Content starts
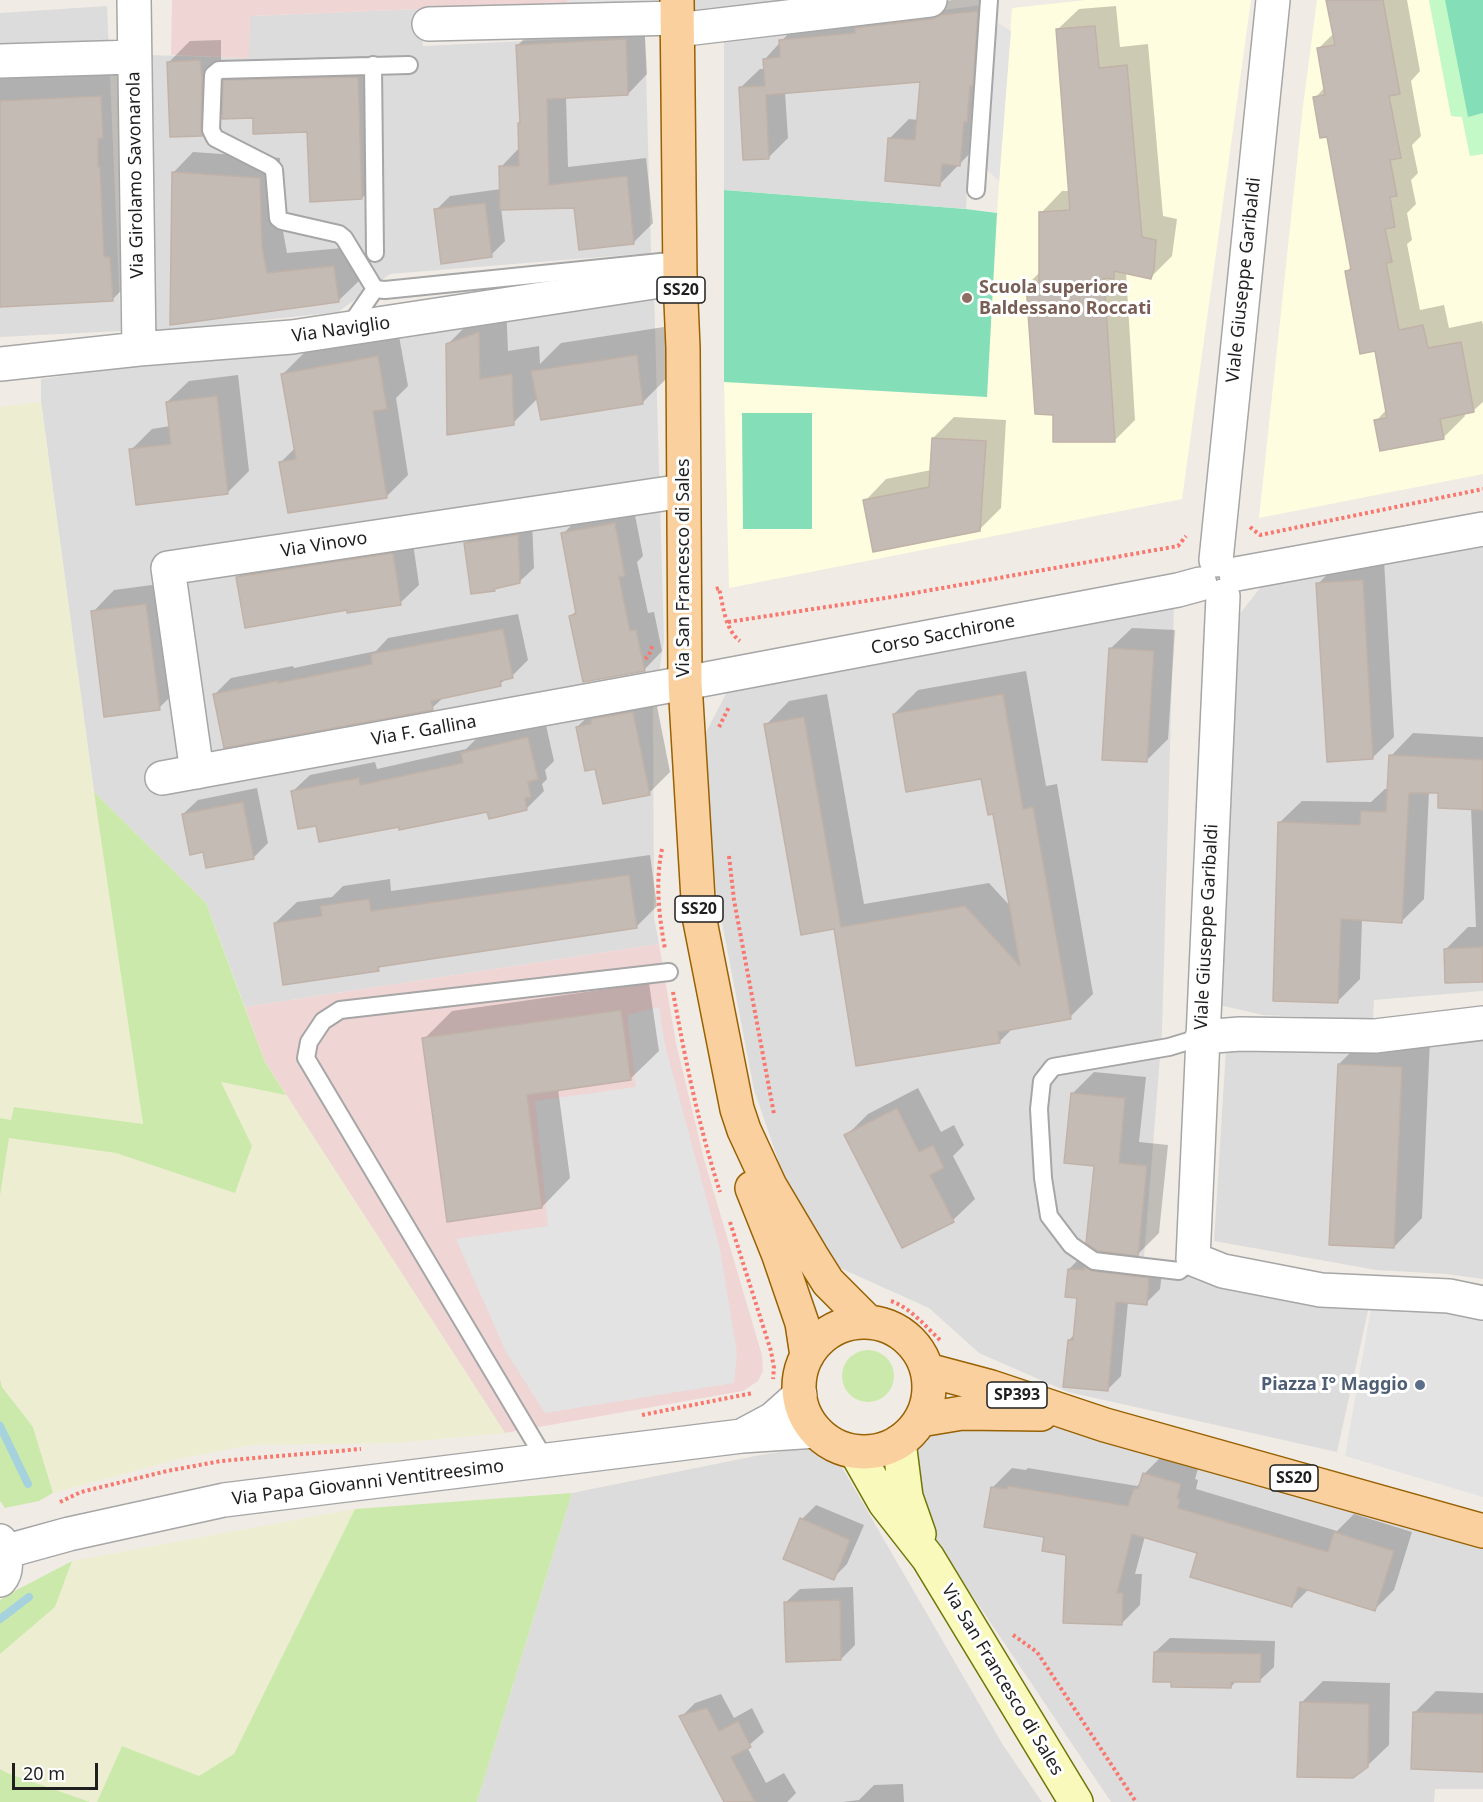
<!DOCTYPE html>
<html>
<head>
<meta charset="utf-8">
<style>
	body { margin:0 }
	#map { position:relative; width:1483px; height:1802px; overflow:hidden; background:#f0ece5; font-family:"Noto Sans",sans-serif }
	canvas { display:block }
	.scale { position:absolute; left:12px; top:1763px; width:86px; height:27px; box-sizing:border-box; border:3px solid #1f1f1f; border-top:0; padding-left:8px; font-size:18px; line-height:21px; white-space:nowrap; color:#1f1f1f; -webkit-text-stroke:4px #fff; paint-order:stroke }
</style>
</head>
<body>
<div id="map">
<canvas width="1483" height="1802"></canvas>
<div class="scale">20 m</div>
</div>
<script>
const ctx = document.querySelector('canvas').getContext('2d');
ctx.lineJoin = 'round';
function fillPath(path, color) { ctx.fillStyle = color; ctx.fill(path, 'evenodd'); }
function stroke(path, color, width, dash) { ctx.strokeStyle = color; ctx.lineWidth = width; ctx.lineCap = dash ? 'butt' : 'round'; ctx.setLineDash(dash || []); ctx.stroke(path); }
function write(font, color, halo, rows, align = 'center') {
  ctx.font = font + ' "Noto Sans",sans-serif'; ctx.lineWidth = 6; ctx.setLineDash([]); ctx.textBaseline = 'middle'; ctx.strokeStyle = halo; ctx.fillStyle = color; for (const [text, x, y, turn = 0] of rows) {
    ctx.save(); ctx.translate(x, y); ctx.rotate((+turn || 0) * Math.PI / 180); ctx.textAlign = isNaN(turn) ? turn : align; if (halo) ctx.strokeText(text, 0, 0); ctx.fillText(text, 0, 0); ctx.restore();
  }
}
const residential = new Path2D(`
	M693,0H781L693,14Z
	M982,5L978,110L971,111L966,209L724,190V38Z
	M107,6L121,331L0,337V13Z
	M420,9L423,46L645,35L651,253L390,274L338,312L152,332L149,55L248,58L250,16Z
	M654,294L664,641L653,711L654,917L659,944L245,1007L206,903L94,792L41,402V379Z
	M1483,547V991L1374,1000L1373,1020L1263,1015L1219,1005L1239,615L1263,584Z
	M1174,604L1162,1032L1144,1257L1217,1277L1370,1302L1337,1452L1068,1392L979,1353L929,1308L811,1255L754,1090L716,891L704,736L728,690Z
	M1483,1038V1279L1446,1274L1376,1270L1214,1241L1226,1049Z
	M968,1419L1085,1431L1483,1542V1789H1435L1434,1802H1111L937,1543L910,1481L906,1456L917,1437Z
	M812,1447L843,1469L1003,1745L1042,1802H477L572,1493L760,1455Z`);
const commercial = new Path2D(`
	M172,0H646V2L567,3L250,16L249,58L171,55Z
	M659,944L676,1043L704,1159L762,1355L763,1371L758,1381L743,1391L505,1433L265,1062L245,1007Z`);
const education = new Path2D(`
	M1086,0H1251L1182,499L729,588L724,382V190L966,209L997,213L1012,8Z
	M1317,0H1429L1451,116L1462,117L1470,156L1483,154V474L1259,518L1303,106Z`);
const farmland = new Path2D(`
	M41,402L94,792L206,903L265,1062L505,1433L394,1443L250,1445L183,1458L53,1493L33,1427L2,1387L0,1379V1196L11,1120L0,1118V407Z
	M355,1509L234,1754L199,1777L122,1746L97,1802H90L7,1773L0,1769V1654L55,1607L72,1561Z`);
const grass = new Path2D(`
	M94,792L206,903L265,1062L286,1095L221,1082L252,1146L235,1193L116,1153L9,1138L0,1196V1118L11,1120L14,1107L143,1124Z
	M842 1376a26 26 0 1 1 52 0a26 26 0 1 1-52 0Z
	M0,1379L2,1387L33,1427L53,1493L39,1501L5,1508L0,1501Z
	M572,1493L477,1802H97L122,1746L199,1776L234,1754L355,1509Z
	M72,1561L55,1607L0,1654V1600L11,1593Z
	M0,1769L7,1773L90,1802H0Z`);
const park = new Path2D(`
	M1429,0H1483V154L1470,156L1462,117L1451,116Z`);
const pitch = new Path2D(`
	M1445,0H1483V113L1468,117Z
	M724,190L966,209L997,213L987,397L724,382Z
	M742,413H812V529H743Z`);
const parking = new Path2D(`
	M567,0H646V2L567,3Z
	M993,20L1011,31L999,181L985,168Z
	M659,1007L665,1045L720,1249L737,1353L734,1383L545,1413L506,1352L456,1239L548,1226L535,1101L636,1087L627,1015Z
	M1371,1308L1483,1314V1497L1345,1456Z`);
const shadow = new Path2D(`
	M953,0H996L978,145L940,184L890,138L909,119L918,120L921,80L785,92L788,138L769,157L740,88L760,69H765V59L799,22L875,9Z
	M1328,0H1407L1420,71L1411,81L1421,136L1412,145L1418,173L1411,180L1416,204L1407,213L1412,240L1407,244L1420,310L1444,305L1449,328L1482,321L1483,325V402L1473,411L1464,413L1465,416L1443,438L1376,421L1387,409L1376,350L1346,272L1352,266L1328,135L1315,98L1325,87L1318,49L1334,33Z
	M1116,6L1120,47L1148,44L1163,216L1177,219L1172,256L1151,277L1126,272L1135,420L1114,441L1055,414L1028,284L1041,271V213L1062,191H1070L1057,30L1079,9Z
	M644,20L647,74L628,94L566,97L568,167L646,158L653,223L634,242L576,207L501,208L505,241L491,255L436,210L450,196L501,189V167L520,147L521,122L518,45L537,26Z
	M221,40V104H224L225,81L246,60L379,56L383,177L362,198L308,130L254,117L224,112L201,134L168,63L190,41Z
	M129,68L140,271L112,300L0,306V75Z
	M193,152L280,158L282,226L287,253L354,247L359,281L338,301L171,323L173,173Z
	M506,305L508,351L539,346L540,364L561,343L664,327L670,375L642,403L538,398L513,423L447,345L476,316Z
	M399,336L408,386L396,398L408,475L386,497L281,462L295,448L283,374L304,353Z
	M238,375L249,471L228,492L131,450L152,429L170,426L167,402L189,381Z
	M954,417L1006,420L1001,508L980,529L865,501L886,479L931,470L933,438Z
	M633,505L643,556L637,562L648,613L654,612L662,651L644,670L571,616L577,610L563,534L581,515Z
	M532,521L534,568L519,582L496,587L494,589L466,543L480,529Z
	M412,536L419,585L400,603L348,608L238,577L257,559Z
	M1384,560L1394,737L1372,758L1318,584L1339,562Z
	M167,583L180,687L159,708L93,612L114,590Z
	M518,614L528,660L512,676L507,678L500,684L444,697L432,708L215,694L231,678L293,666L294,668L376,651L388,638Z
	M1132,628L1175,630L1168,739L1147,760L1110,649Z
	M1026,671L1046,786L1057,784L1093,994L1070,1017L1013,1028L999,1042L835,927L766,725L789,701L827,694L864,904L989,883L1011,907L994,812L983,777L894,714L918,690Z
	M654,691L670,772L649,793L597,767L577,727L599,706Z
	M545,721L554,761L545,770L547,779L542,784L544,791L527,808L488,810L400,825L317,824L292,792L310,775L375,762L377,769L466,749L479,736Z
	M1413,733L1483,737V980L1445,950L1468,927H1476L1471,808L1439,791H1429L1424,899L1401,922L1362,919L1360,979L1338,1001L1279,823L1302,801L1371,802L1385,789H1389L1391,756Z
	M257,788L268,843L254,857L204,850L183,814L198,800Z
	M650,855L657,906L636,927L382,965L378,969L275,923L297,902L332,897L343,886L390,879L391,891Z
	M649,983L659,1051L630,1079L558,1089L570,1178L542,1207L424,1039L452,1011Z
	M1367,1036L1430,1039L1422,1218L1394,1247L1339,1064Z
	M1094,1072L1146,1077L1139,1142L1168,1145L1159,1233L1138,1254L1095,1164L1073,1093Z
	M918,1088L941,1132L954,1125L964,1145L953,1156L975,1199L953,1220L903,1246L846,1136L868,1114Z
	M1083,1255L1163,1264L1160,1289L1146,1303L1128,1302L1121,1376L1107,1390L1069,1340L1075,1334L1079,1297L1069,1269Z
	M1163,1455L1199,1465L1195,1479L1198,1480L1196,1489L1337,1531L1354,1514L1412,1532L1394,1590L1375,1609L1309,1589L1292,1606L1199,1552L1145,1536L1135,1574H1142L1140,1605L1121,1624L1068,1554L993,1487L1012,1468L1026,1470L1028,1468L1137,1486L1142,1481L1144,1474Z
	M816,1505L864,1525L847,1564L833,1578L802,1519Z
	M853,1587L855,1645L841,1659L785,1603L800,1589Z
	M1170,1638L1275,1641L1274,1667L1259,1681L1237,1680L1231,1687L1155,1652Z
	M1323,1681L1390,1683L1389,1745L1367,1766L1301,1703Z
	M1436,1691L1483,1693V1770L1414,1713Z
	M721,1694L734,1718L752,1708L764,1732L747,1747L766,1783L784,1773L796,1793L787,1802H725L681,1717L695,1703Z
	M903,1784L904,1802H842L859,1800L874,1785Z`);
const stream = new Path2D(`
	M0,1426L28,1484
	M0,1619L29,1597`);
const building = new Path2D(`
	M1326,0H1383L1400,94L1389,96L1401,158L1390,160L1397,196L1390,197L1395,227L1385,229L1392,262L1386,263L1399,330L1423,325L1428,348L1461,342L1474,412L1440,419L1444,439L1380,451L1374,420L1387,418L1375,351L1360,354L1345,271L1351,270L1327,137L1320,138L1313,97L1325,95L1317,48L1335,45Z
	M978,11L973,86H970L967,122H964L960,166L942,164L940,186L885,181L888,138L915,140L920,82L766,95L769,159L743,160L739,87L765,86L763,59L780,57L779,40L855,33V28L932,19L941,15Z
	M1095,26L1099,68L1127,65L1142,237L1156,240L1154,269L1151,279L1114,271V279L1104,278L1115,442H1053V415L1035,414L1026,283L1039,282V212L1070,210L1056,29Z
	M626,39L628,95L547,99L549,185L627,176L634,244L579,250L574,208L500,210L499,166H519L518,123H520L516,45Z
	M200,60L202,78L201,130L202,136L170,137L167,62Z
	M358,77L362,199L310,202L307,132L253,134V118L222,119L223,80Z
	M101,96L103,138L98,139V167H100L104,257H110L113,301L0,307V101Z
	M172,172L260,178L262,247L267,273L334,266L339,302L170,325Z
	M485,203L492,257L441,264L434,209Z
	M479,332L480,379L512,374L514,425L447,435L446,344Z
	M637,355L643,404L541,420L531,371Z
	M378,356L387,409L373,411L387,498L288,513L279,462L296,459L281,374Z
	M217,396L228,494L136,505L129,449L171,444L166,402Z
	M932,438L986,441L980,531L873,552L863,500L929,487Z
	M615,523L625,576L619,577L630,631L636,630L645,671L583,682L569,616L576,614L561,533Z
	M518,535L520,583L494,589L495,591L471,594L464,543Z
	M393,553L401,605L347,613V610L245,628L236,577Z
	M1363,580L1373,759L1327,762L1316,583Z
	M146,604L160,710L104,717L91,611Z
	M503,629L513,678L500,681L501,686L431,701L433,710L224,748L213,694L278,681V683L372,664L371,654Z
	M1109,648L1154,651L1147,762L1102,760Z
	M1003,694L1023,809L1033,807L1071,1019L998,1032L1000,1043L856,1066L834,929L801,935L764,724L804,717L841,927L965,906L1020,966L993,814L988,815L981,779L906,792L893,714Z
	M633,712L650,795L603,804L595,769L585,771L576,727L591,724V719Z
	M528,737L538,779L528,782L531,797L525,798L527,810L489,819L487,812L399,830V827L319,842L316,826L298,829L291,791L359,778L360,785L463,763L461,753Z
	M1389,755L1483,760V810L1438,808V793H1409L1402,923L1341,919L1338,1003L1273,1001L1278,822L1360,825L1361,811L1386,812Z
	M243,802L254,859L206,868L203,852L190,855L182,814Z
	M629,875L637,928L378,967L379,971L283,985L274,923L322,916L320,906L369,899L371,911Z
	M1483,947V982L1445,983L1444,949Z
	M621,1010L631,1080L527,1095L542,1208L447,1222L422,1038Z
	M1338,1064L1402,1067L1394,1248L1329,1245Z
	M1071,1093L1125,1098L1119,1163L1147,1166L1138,1256L1098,1251L1086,1243L1094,1166L1064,1163Z
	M897,1108L919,1152L933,1145L944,1168L930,1175L954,1222L902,1248L844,1135Z
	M1084,1267L1093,1271L1149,1278L1147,1305L1116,1302L1108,1391L1063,1387L1068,1340H1073L1077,1298L1065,1297L1068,1269L1084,1270Z
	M1143,1473L1181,1484L1177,1498L1180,1499L1178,1508L1328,1552L1334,1532L1394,1551L1375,1611L1298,1587L1292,1607L1190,1577L1197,1553L1132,1534L1117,1593H1123L1122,1625L1063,1623L1066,1555L1042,1551L1044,1537L984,1527L991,1487L1007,1489L1008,1486L1128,1506L1134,1488L1138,1489Z
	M800,1518L850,1540L834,1580L783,1559Z
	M840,1600L841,1660L786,1662L784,1602Z
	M1154,1652L1261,1654L1260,1682H1231V1688L1171,1687V1682H1153Z
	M1300,1702L1369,1704L1368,1767L1353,1778L1297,1777Z
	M707,1708L719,1731L738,1721L751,1747L731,1757L755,1802H724L679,1716Z
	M1413,1712L1483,1714V1772L1411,1769Z`);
const path = new Path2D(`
	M1250,527L1260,535L1483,489
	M716,589L719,588C723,605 725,630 740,641
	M728,622L892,597L1178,546L1186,536
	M645,659L649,655L653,644
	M719,727L729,707
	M662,849C655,883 659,916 665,949
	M729,856L734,900L774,1114
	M673,992C685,1059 699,1127 720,1192
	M730,1222L771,1351L774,1368L773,1379
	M891,1301C911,1308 926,1327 941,1341
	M642,1415L753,1393
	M60,1502L81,1492L167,1471L221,1461L361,1449
	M1013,1635L1037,1652L1136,1802`);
const service = new Path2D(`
	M373,65L375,253
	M409,65L219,70L213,75L211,130L215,138L270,166L274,170L278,218L282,221L339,234L344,238L375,289L385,290L680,260
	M976,190L989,0
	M348,328L375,289
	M1193,1259L1179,1271L1094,1261L1071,1245L1049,1216L1043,1178L1039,1109L1042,1081L1053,1067L1169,1047L1202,1037
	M546,1461L306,1058L309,1042L323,1021L340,1010L669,972`);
const minor = new Path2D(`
	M134,0L139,349
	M429,24L677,18
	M677,30L930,0
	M0,61L134,57
	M0,364L139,349L292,337L680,278
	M1216,560L1273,0
	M1236,574L1483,529
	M1223,596L1193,1259L1223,1271L1321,1290L1449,1296L1483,1303
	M197,772L168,568L683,491
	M162,778L685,683L1178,590L1200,584
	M1202,1037L1240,1034L1375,1036L1483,1023
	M745,1434L773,1419L800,1395
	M0,1541C4,1554 10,1568 0,1580
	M0,1553L69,1534L224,1500L742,1436L816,1431`);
const secondary = new Path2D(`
	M899,1442L906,1497L919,1534
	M856,1452L885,1503L928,1558L1076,1802`);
const primary = new Path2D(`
	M677,0L680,278L683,348L685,683L699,916L737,1109L744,1130L770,1186L811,1255L828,1282L868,1322
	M752,1188L778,1253L802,1323L807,1356
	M799 1387a65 65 0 1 1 130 0a65 65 0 1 1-130 0Z
	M927,1370L991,1387L1105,1425L1483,1531
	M920,1420L962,1413L1041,1414`);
const markers = [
	[967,298,6,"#8d6e63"],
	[1420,1385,6,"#5c6f8a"]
];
const shields = [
	[681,290,48],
	[699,909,48],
	[1017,1395,60],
	[1294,1478,48]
];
const shieldNames = [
	["SS20",681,290],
	["SS20",699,909],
	["SP393",1017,1395],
	["SS20",1294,1478]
];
const streetNames = [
	["Via Girolamo Savonarola",136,175,-91],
	["Viale Giuseppe Garibaldi",1244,280,-84],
	["Via Naviglio",341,330,-8],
	["Via Vinovo",324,545,-9],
	["Via San Francesco di Sales",684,568,-90],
	["Corso Sacchirone",943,635,-11],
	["Via F. Gallina",424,731,-10],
	["Viale Giuseppe Garibaldi",1207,927,-87],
	["Via Papa Giovanni Ventitreesimo",368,1483,-7],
	["Via San Francesco di Sales",1002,1680,59]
];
const educationNames = [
	["Scuola superiore",979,288],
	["Baldessano Roccati",979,309]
];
const serviceNames = [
	["Piazza I° Maggio",1408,1385]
];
fillPath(residential, '#dddcdc');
fillPath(commercial, '#f0d5d5');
fillPath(education, '#fffddf');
fillPath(farmland, '#edeed1');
fillPath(grass, '#cce9ac');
fillPath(park, '#c3f9c6');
fillPath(pitch, '#84deb8');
fillPath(parking, '#e3e3e3');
fillPath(shadow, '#0003');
stroke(stream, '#a6d2dd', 8);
fillPath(building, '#c4bbb5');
stroke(building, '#c1b2a8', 1.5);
stroke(service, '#a6a6a6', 20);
stroke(minor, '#a6a6a6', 36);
stroke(secondary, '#6e7606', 36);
stroke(primary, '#986102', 36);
stroke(path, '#f8776e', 4, [3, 3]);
stroke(service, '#fff', 16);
stroke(minor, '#fff', 33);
stroke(secondary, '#f8f9ba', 33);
stroke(primary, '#fbd09f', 33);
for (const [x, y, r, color] of markers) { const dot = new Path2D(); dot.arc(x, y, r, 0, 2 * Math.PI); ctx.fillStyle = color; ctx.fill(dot); stroke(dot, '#fff', 2); }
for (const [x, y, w] of shields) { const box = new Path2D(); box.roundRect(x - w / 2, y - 13, w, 26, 4.5); ctx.fillStyle = '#fff'; ctx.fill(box); stroke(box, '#1f1f1f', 1.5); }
write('bold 16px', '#1f1f1f', null, shieldNames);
write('18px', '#1f1f1f', '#fff', streetNames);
write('bold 18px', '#785e54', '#fff', educationNames, 'left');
write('bold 18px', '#4e5e75', '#fff', serviceNames, 'right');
</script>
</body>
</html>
Content ends
* THE TASK *
Using the records above, report each line that contains the word "strokeStyle" by copying it.

* EXERCISE RESULT *
function stroke(path, color, width, dash) { ctx.strokeStyle = color; ctx.lineWidth = width; ctx.lineCap = dash ? 'butt' : 'round'; ctx.setLineDash(dash || []); ctx.stroke(path); }
  ctx.font = font + ' "Noto Sans",sans-serif'; ctx.lineWidth = 6; ctx.setLineDash([]); ctx.textBaseline = 'middle'; ctx.strokeStyle = halo; ctx.fillStyle = color; for (const [text, x, y, turn = 0] of rows) {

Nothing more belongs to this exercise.